DIRECTIONS FOR THIS TASK: Your response should be every line from the entries that includes the string "positions".

MATERIAL FOR THE TASK:
━━━━━━━━━━━━━━━━━━━━━━━━━━━━━━
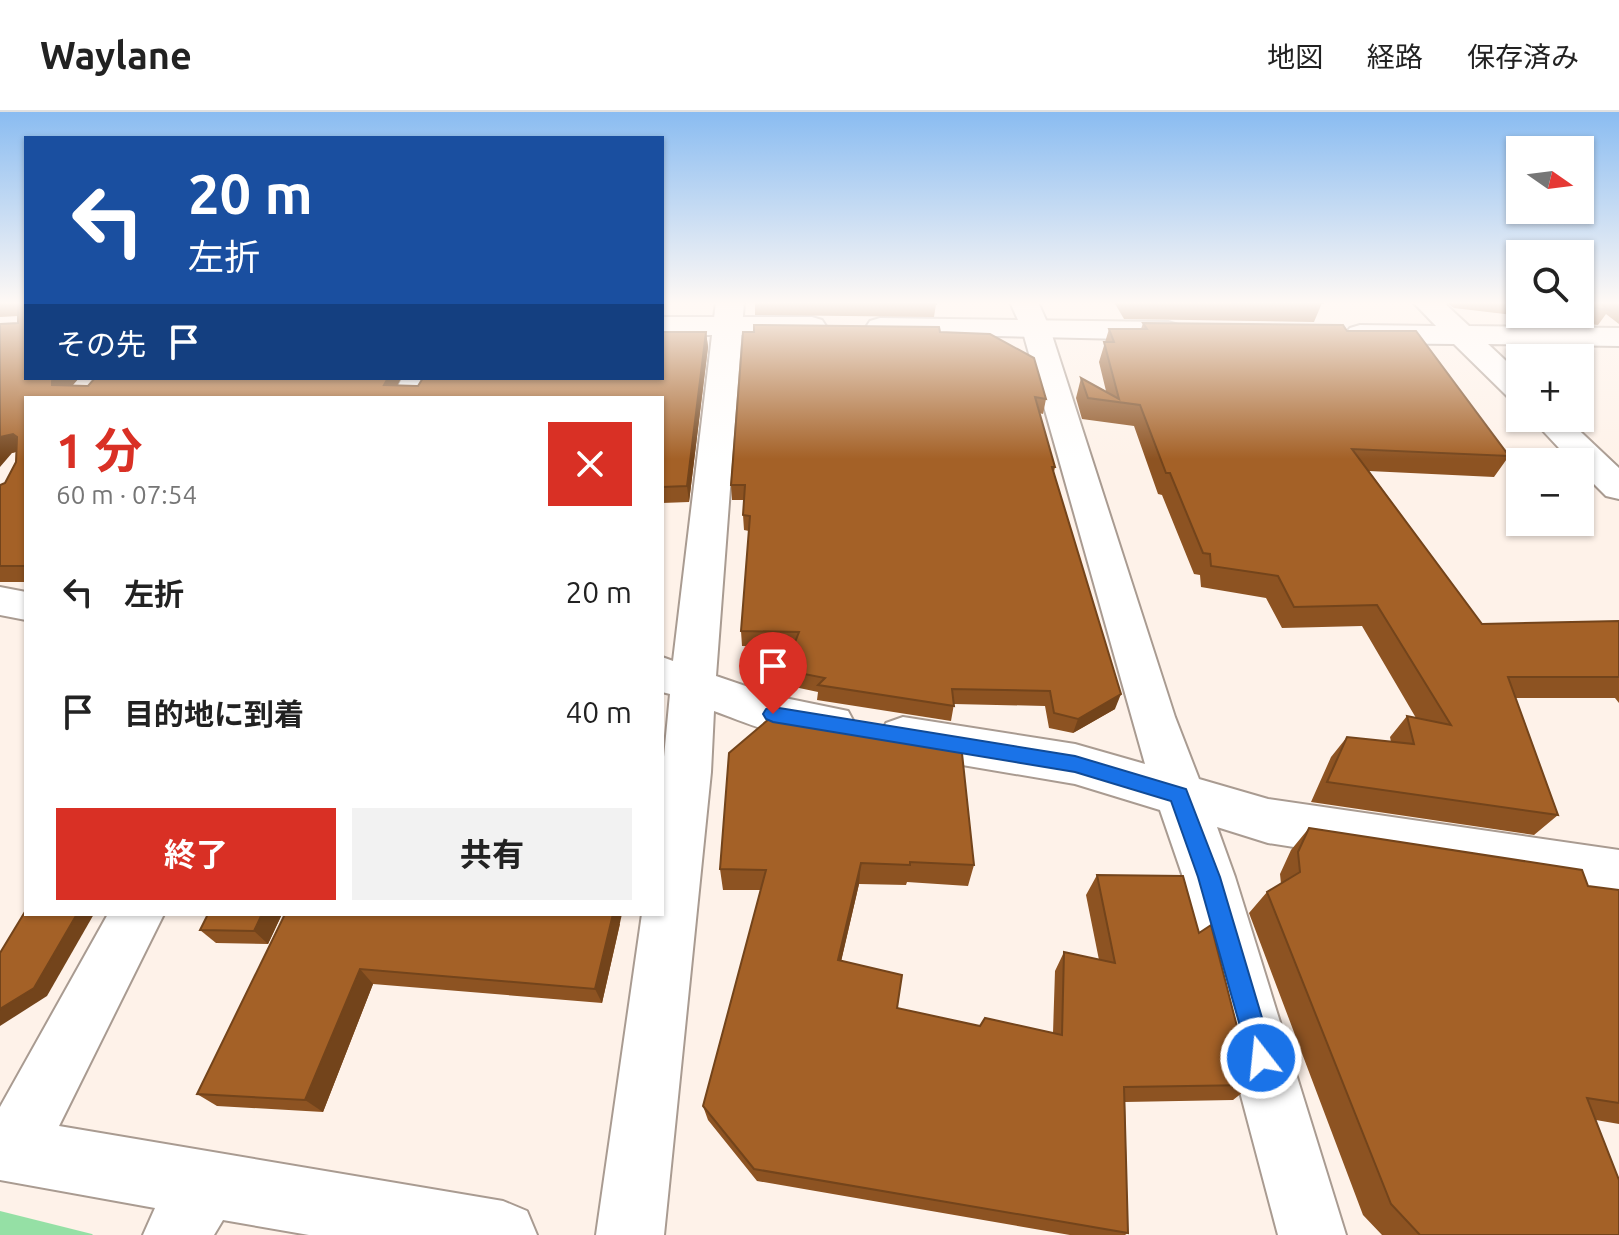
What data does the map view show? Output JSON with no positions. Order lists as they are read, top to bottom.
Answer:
━━━━━━━━━━━━━━━━━━━━━━━━━━━━━━
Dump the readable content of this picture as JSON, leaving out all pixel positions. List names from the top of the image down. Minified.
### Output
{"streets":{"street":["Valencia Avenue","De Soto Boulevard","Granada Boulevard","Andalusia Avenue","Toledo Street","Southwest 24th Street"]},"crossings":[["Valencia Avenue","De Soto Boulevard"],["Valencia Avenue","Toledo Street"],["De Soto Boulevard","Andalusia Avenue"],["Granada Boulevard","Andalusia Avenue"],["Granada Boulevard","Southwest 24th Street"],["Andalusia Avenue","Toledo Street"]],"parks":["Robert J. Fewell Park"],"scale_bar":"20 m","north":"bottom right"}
━━━━━━━━━━━━━━━━━━━━━━━━━━━━━━
ANSWER SPACE:
What data does the map view show? Output JSON with no positions. Order lists as they are read, top to bottom.
Dump the readable content of this picture as JSON, leaving out all pixel positions. List names from the top of the image down. Minified.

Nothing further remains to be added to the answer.